Despite constant attempts by analysts and the media to complicate the basics of investing, there are really only three ways a stock can create value for its shareholders:

  1. Dividends.
  2. Earnings growth.
  3. Changes in valuation multiples.

In this series, we drill down on one company's returns to see how each of those three has played a role over the past decade. Step on up, UnitedHealth (NYSE: UNH).

UnitedHealth shares returned 200% over the past decade. How'd they get there?

Dividends provided a small boost. Without dividends, shares returned 192% over the past 10 years.

Earnings growth over the period was incredibly strong. UnitedHealth's normalized earnings per share grew at an average rate of 24% a year for the past 10 years. That's among the best results you can find among large-cap companies. Of course, it also highlights what has become a touchy public-relations issue -- that surging health care costs are padding the bottom line of insurance companies.

Leave that issue aside for now. UnitedHealth's stock has been a strong performer, but not as strong as it should have been given 24% annual earnings growth. Why? This chart explains it:

Source: S&P Capital IQ.

UnitedHealth's valuation multiple has utterly collapsed -- from 27, 10 years ago to 11 today. That's prevented a lot of the earnings growth from showing up in shareholder returns. The same has been true for competitors WellPoint (NYSE: WLP) and Aetna (NYSE: AET); compressing valuation multiples have put the lid on shareholder returns.

The reason for the valuation fall is twofold. One, shares were likely overvalued 10 years ago. The fall over the past decade has been a reversion to normal. Two, the 2010 health care reform bill adds multiple layers of uncertainty that the market hasn't -- more than a year later -- gotten comfortable with.

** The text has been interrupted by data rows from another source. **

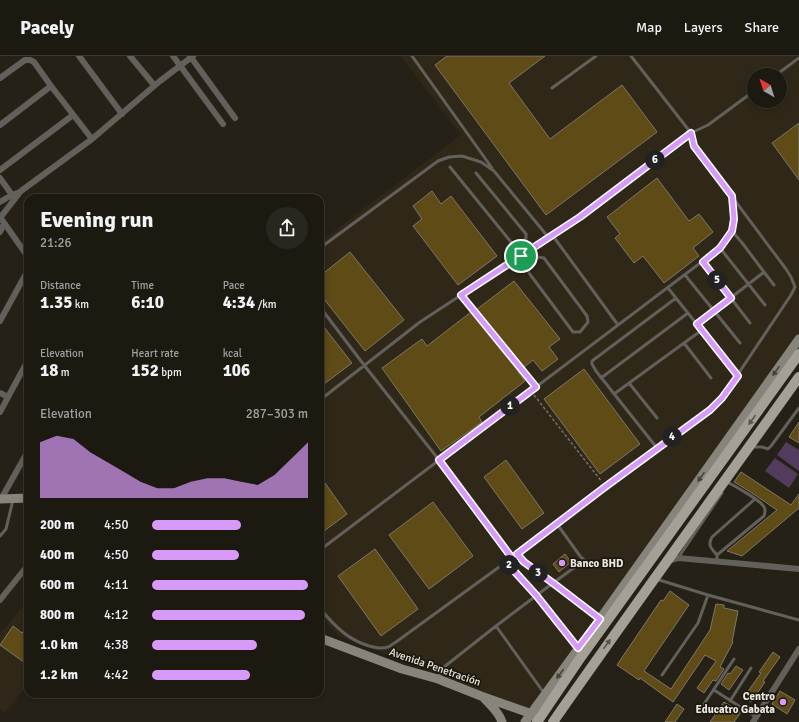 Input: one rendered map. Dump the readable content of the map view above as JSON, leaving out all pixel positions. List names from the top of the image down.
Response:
{
  "streets": {
    "street": ["Avenida Penetración"]
  },
  "places": ["Banco BHD", "Centro Educatro Gabata"],
  "north": "top left",
  "page": {
    "header": "Pacely",
    "nav": ["Map", "Layers", "Share"],
    "pins": [
      "6",
      "5",
      "1",
      "4",
      "2",
      "3"
    ],
    "heading": ["Evening run", "21:26"],
    "stats": [
      ["Distance", "1.35 km"],
      ["Time", "6:10"],
      ["Pace", "4:34 /km"],
      ["Elevation", "18 m"],
      ["Heart rate", "152 bpm"],
      ["kcal", "106"]
    ],
    "chart": ["Elevation", "287–303 m"],
    "list": [
      {
        "name": "200 m",
        "note": "4:50"
      },
      {
        "name": "400 m",
        "note": "4:50"
      },
      {
        "name": "600 m",
        "note": "4:11"
      },
      {
        "name": "800 m",
        "note": "4:12"
      },
      {
        "name": "1.0 km",
        "note": "4:38"
      },
      {
        "name": "1.2 km",
        "note": "4:42"
      }
    ]
  }
} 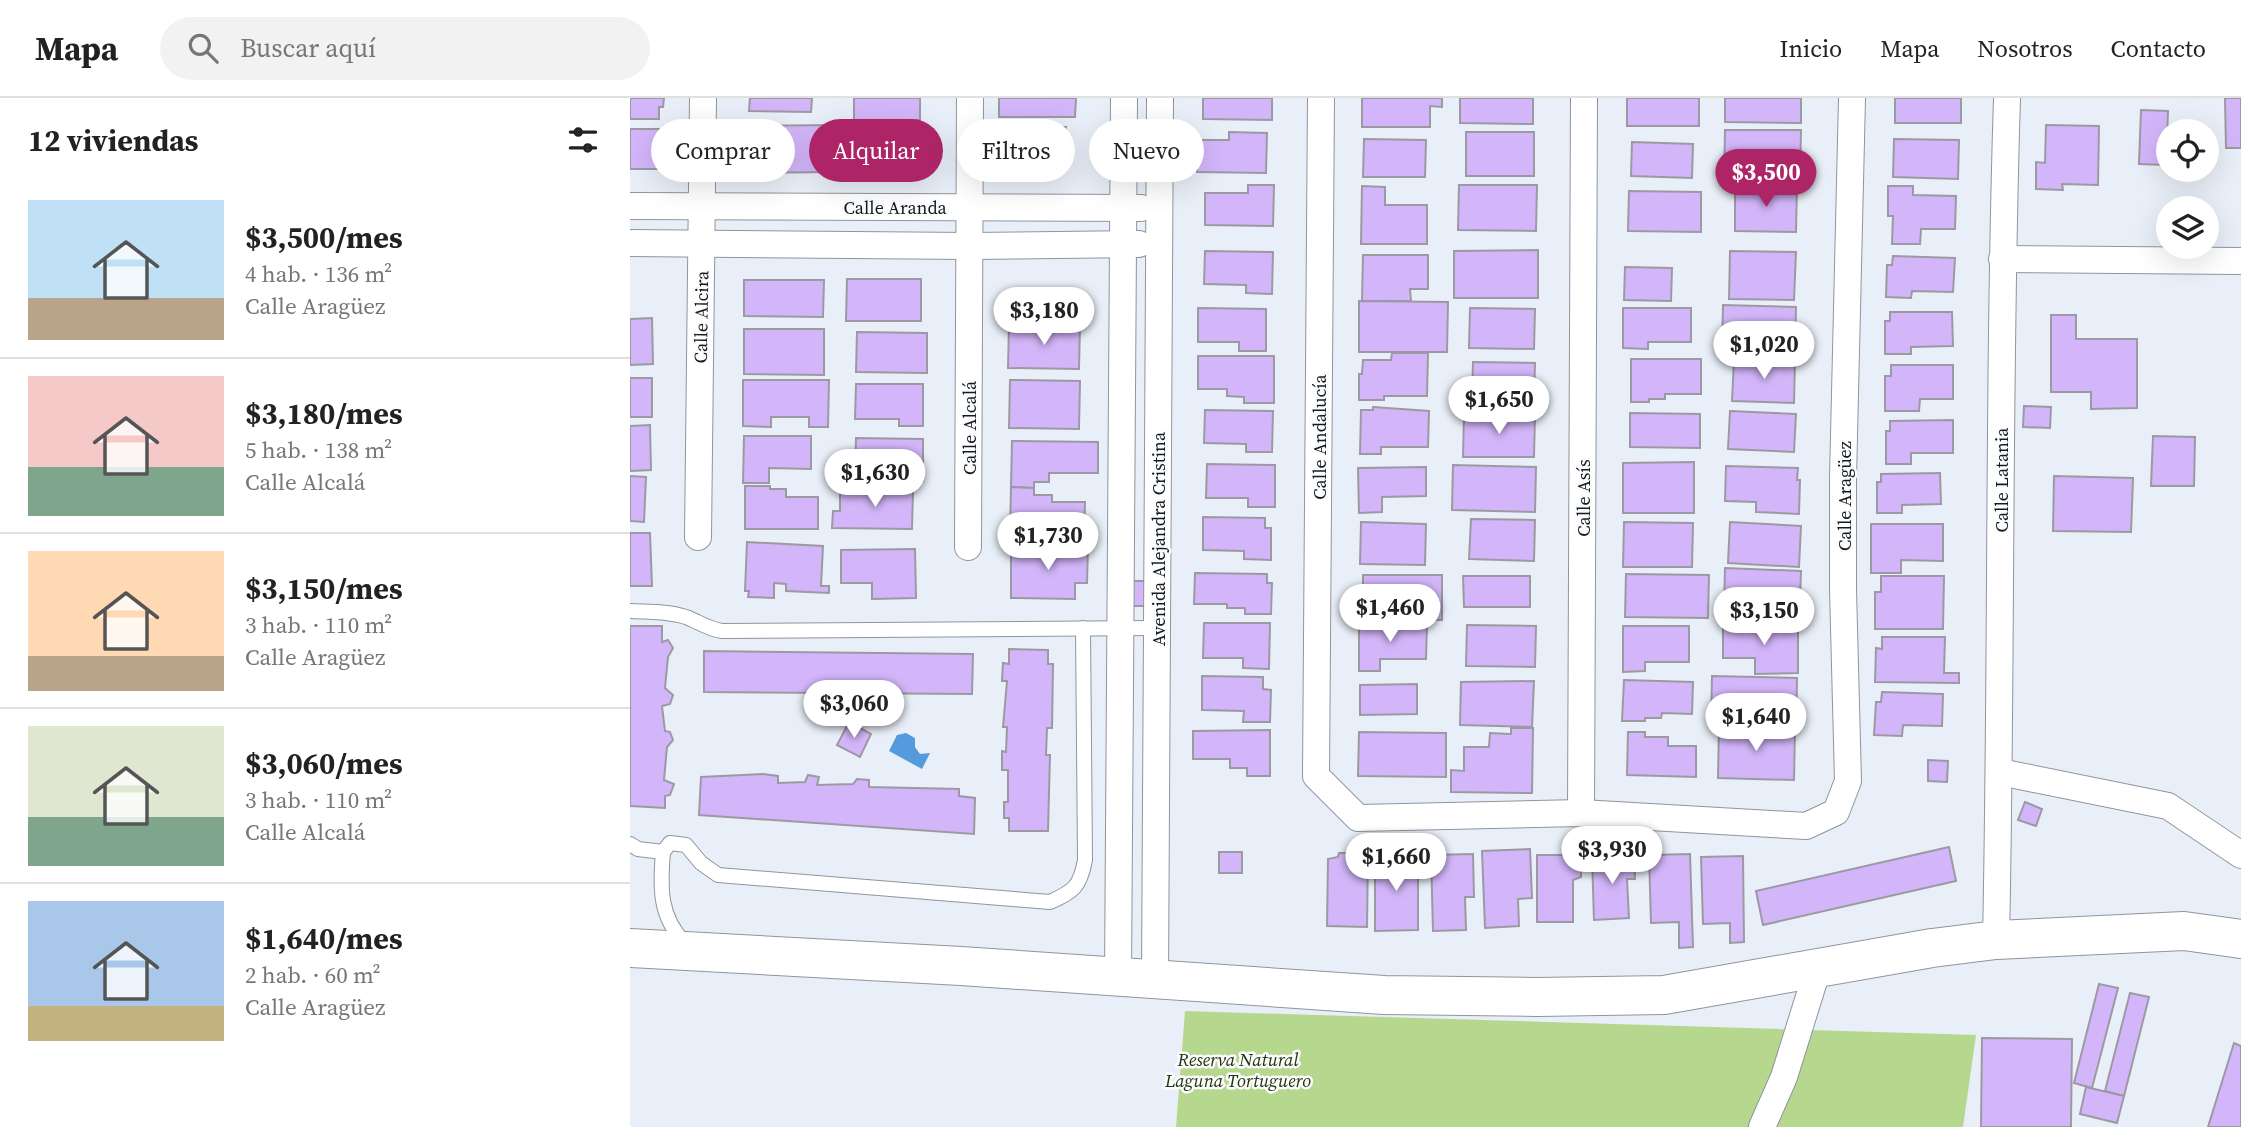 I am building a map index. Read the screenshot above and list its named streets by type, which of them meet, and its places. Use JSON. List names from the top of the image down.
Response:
{
  "streets": {
    "street": [
      "Calle Aranda",
      "Calle Alcira",
      "Calle Alcalá",
      "Calle Andalucía",
      "Calle Latania",
      "Calle Aragüez",
      "Calle Asís",
      "Avenida Alejandra Cristina"
    ]
  },
  "crossings": [
    ["Calle Aranda", "Calle Alcira"],
    ["Calle Aranda", "Calle Alcalá"],
    ["Calle Aranda", "Avenida Alejandra Cristina"],
    ["Calle Andalucía", "Calle Aragüez"],
    ["Calle Aragüez", "Calle Asís"]
  ],
  "parks": ["Reserva Natural Laguna Tortuguero"],
  "page": {
    "header": "Mapa",
    "search": "Buscar aquí",
    "nav": [
      "Inicio",
      "Mapa",
      "Nosotros",
      "Contacto"
    ],
    "heading": "12 viviendas",
    "chip": [
      "Comprar",
      "Alquilar",
      "Filtros",
      "Nuevo"
    ],
    "price": [
      "$3,500",
      "$3,180",
      "$1,020",
      "$1,650",
      "$1,630",
      "$1,730",
      "$1,460",
      "$3,150",
      "$3,060",
      "$1,640",
      "$3,930",
      "$1,660"
    ],
    "list": [
      {
        "name": "$3,500/mes",
        "note": "4 hab. · 136 m² · Calle Aragüez"
      },
      {
        "name": "$3,180/mes",
        "note": "5 hab. · 138 m² · Calle Alcalá"
      },
      {
        "name": "$3,150/mes",
        "note": "3 hab. · 110 m² · Calle Aragüez"
      },
      {
        "name": "$3,060/mes",
        "note": "3 hab. · 110 m² · Calle Alcalá"
      },
      {
        "name": "$1,640/mes",
        "note": "2 hab. · 60 m² · Calle Aragüez"
      }
    ]
  }
} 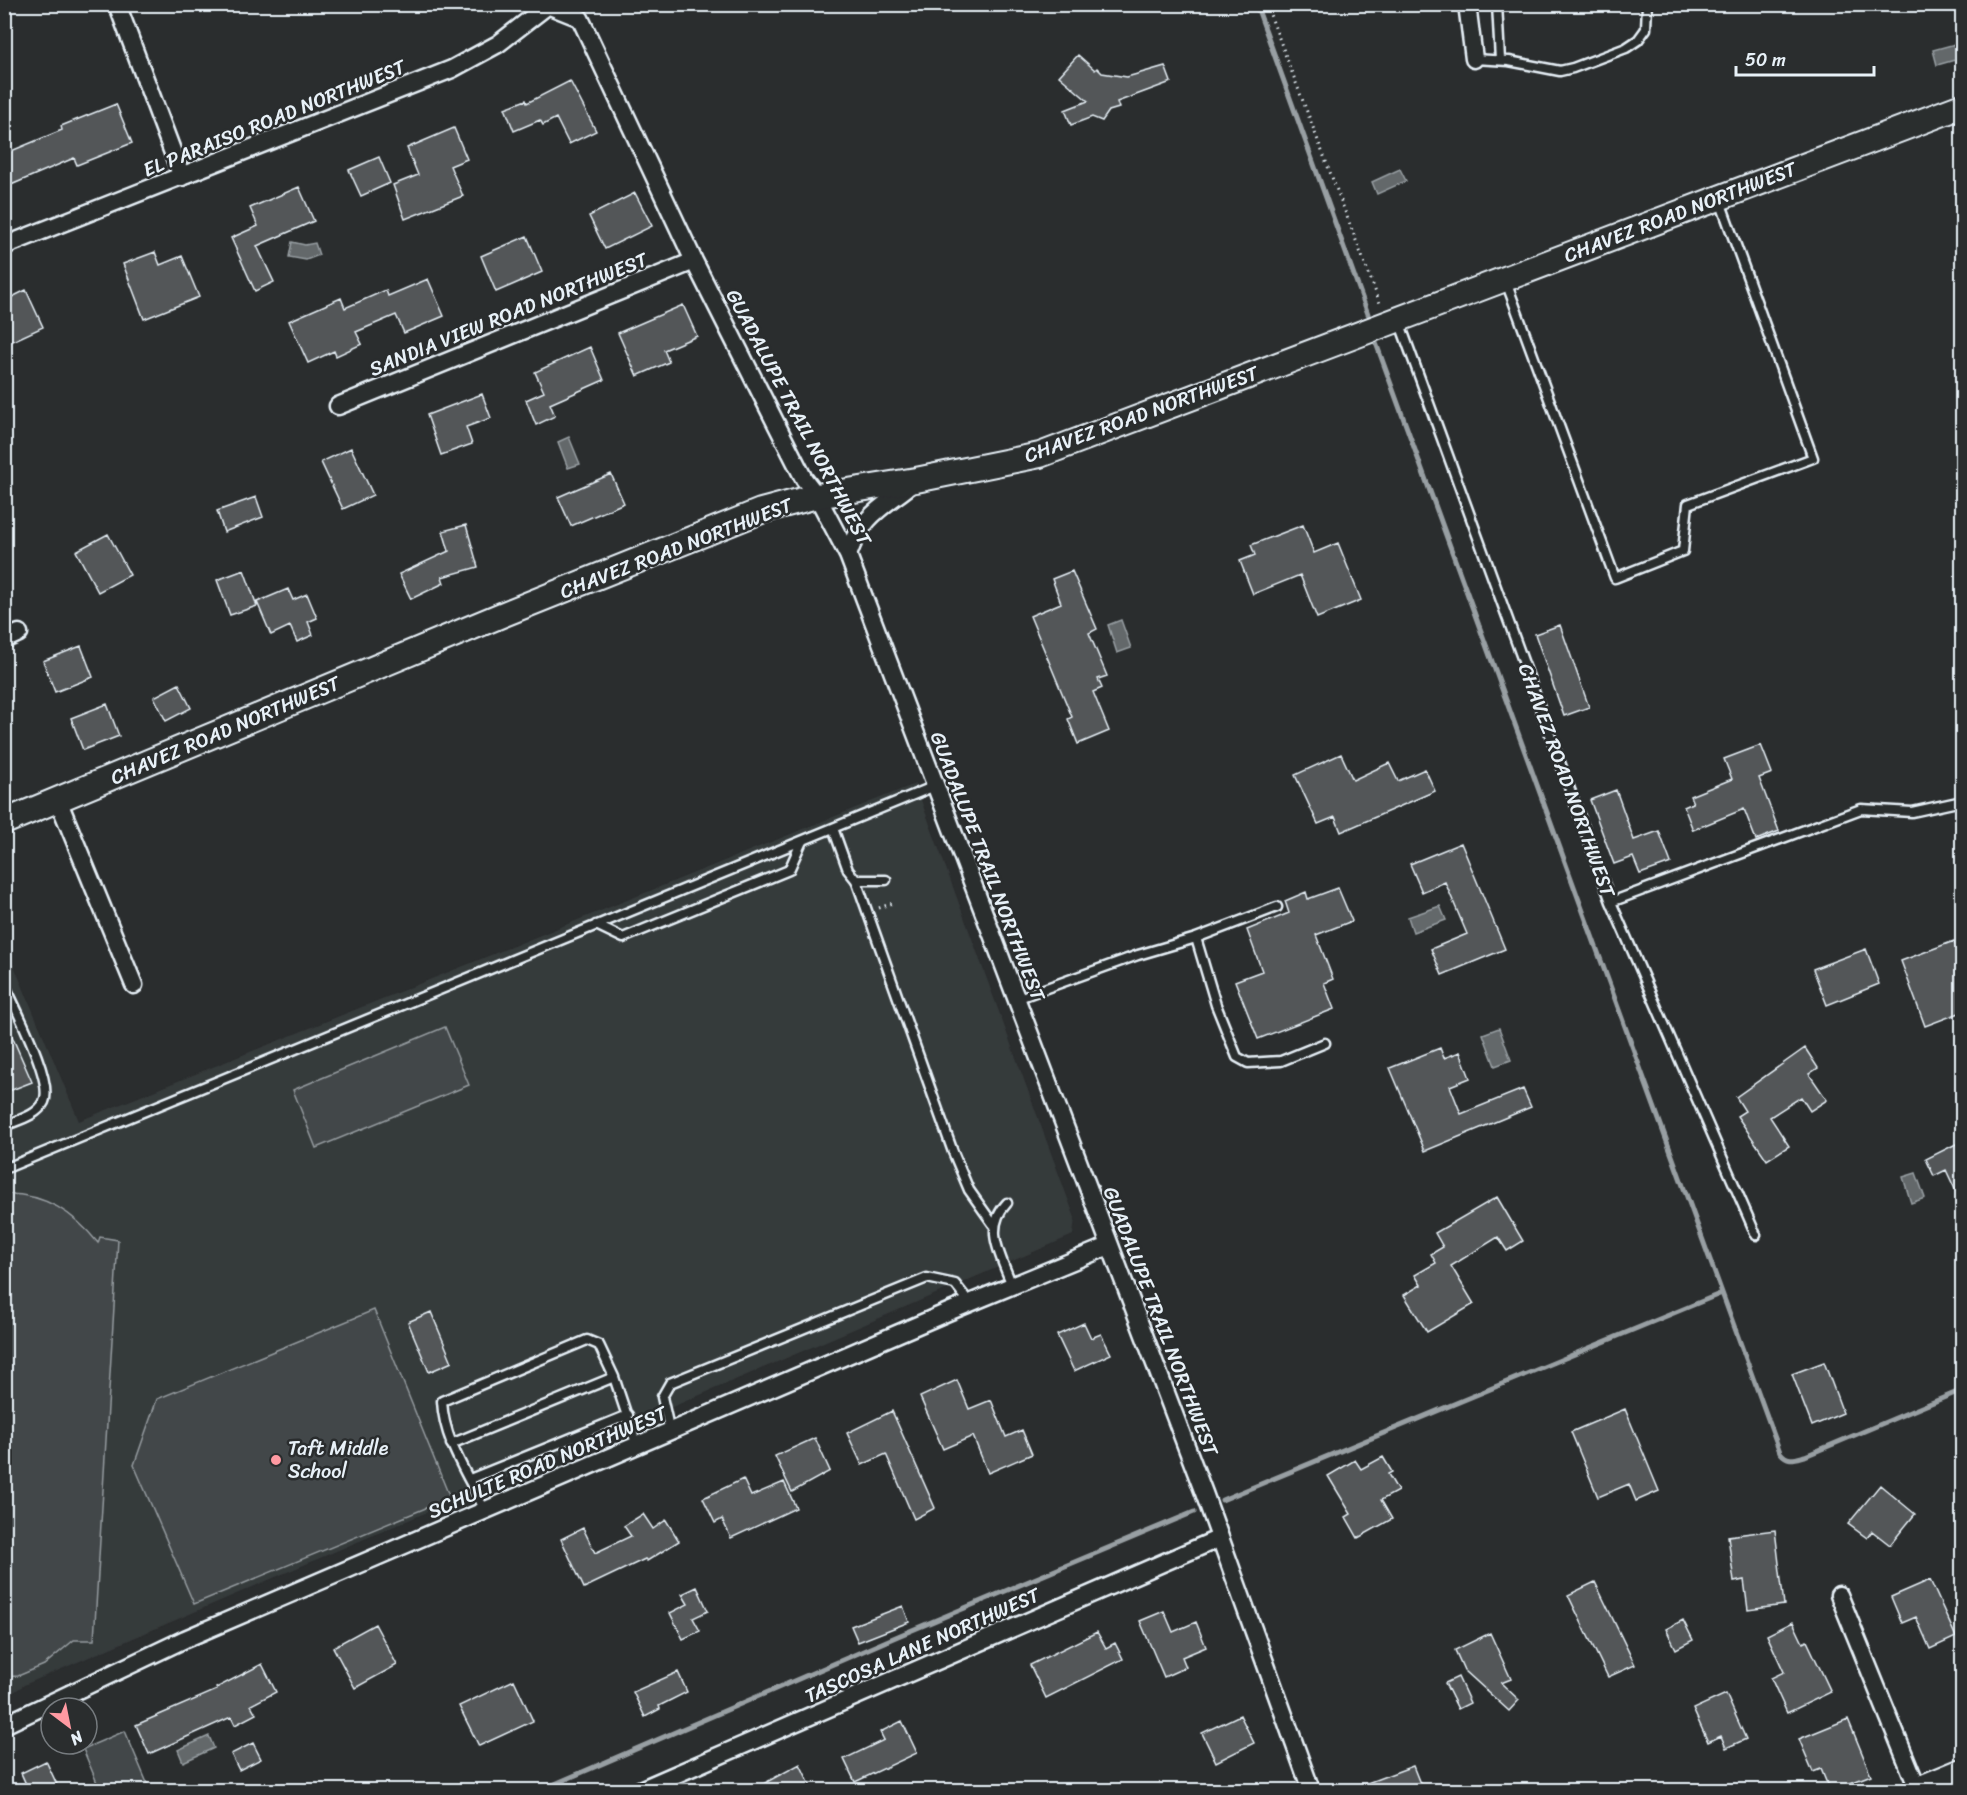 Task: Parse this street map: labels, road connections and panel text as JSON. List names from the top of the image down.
{
  "streets": {
    "street": [
      "EL PARAISO ROAD NORTHWEST",
      "CHAVEZ ROAD NORTHWEST",
      "SANDIA VIEW ROAD NORTHWEST",
      "GUADALUPE TRAIL NORTHWEST",
      "SCHULTE ROAD NORTHWEST",
      "TASCOSA LANE NORTHWEST"
    ]
  },
  "crossings": [
    ["EL PARAISO ROAD NORTHWEST", "GUADALUPE TRAIL NORTHWEST"],
    ["CHAVEZ ROAD NORTHWEST", "GUADALUPE TRAIL NORTHWEST"],
    ["SANDIA VIEW ROAD NORTHWEST", "GUADALUPE TRAIL NORTHWEST"],
    ["GUADALUPE TRAIL NORTHWEST", "SCHULTE ROAD NORTHWEST"],
    ["GUADALUPE TRAIL NORTHWEST", "TASCOSA LANE NORTHWEST"]
  ],
  "places": ["Taft Middle School"],
  "scale_bar": "50 m",
  "north": "bottom right"
}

That uncertainty could indeed affect future earnings. But the good news is that, at 11 times earnings, shares are already pricing in a lot of bad news. While shareholders suffered through a valuation contraction over the past decade, the coming one could very well reward them with valuation expansion.

Why is this stuff worth paying attention to? It's important to know not only how much a stock has returned, but where those returns came from. Sometimes earnings grow, but the market isn't willing to pay as much for those earnings. Sometimes earnings fall, but the market bids shares higher anyway. Sometimes both earnings and earnings multiples stay flat, but a company generates returns through dividends. Sometimes everything works together, and returns surge. Sometimes nothing works and they crash. All tell a different story about the state of a company. Not knowing why something happened can be just as dangerous as not knowing that something happened at all.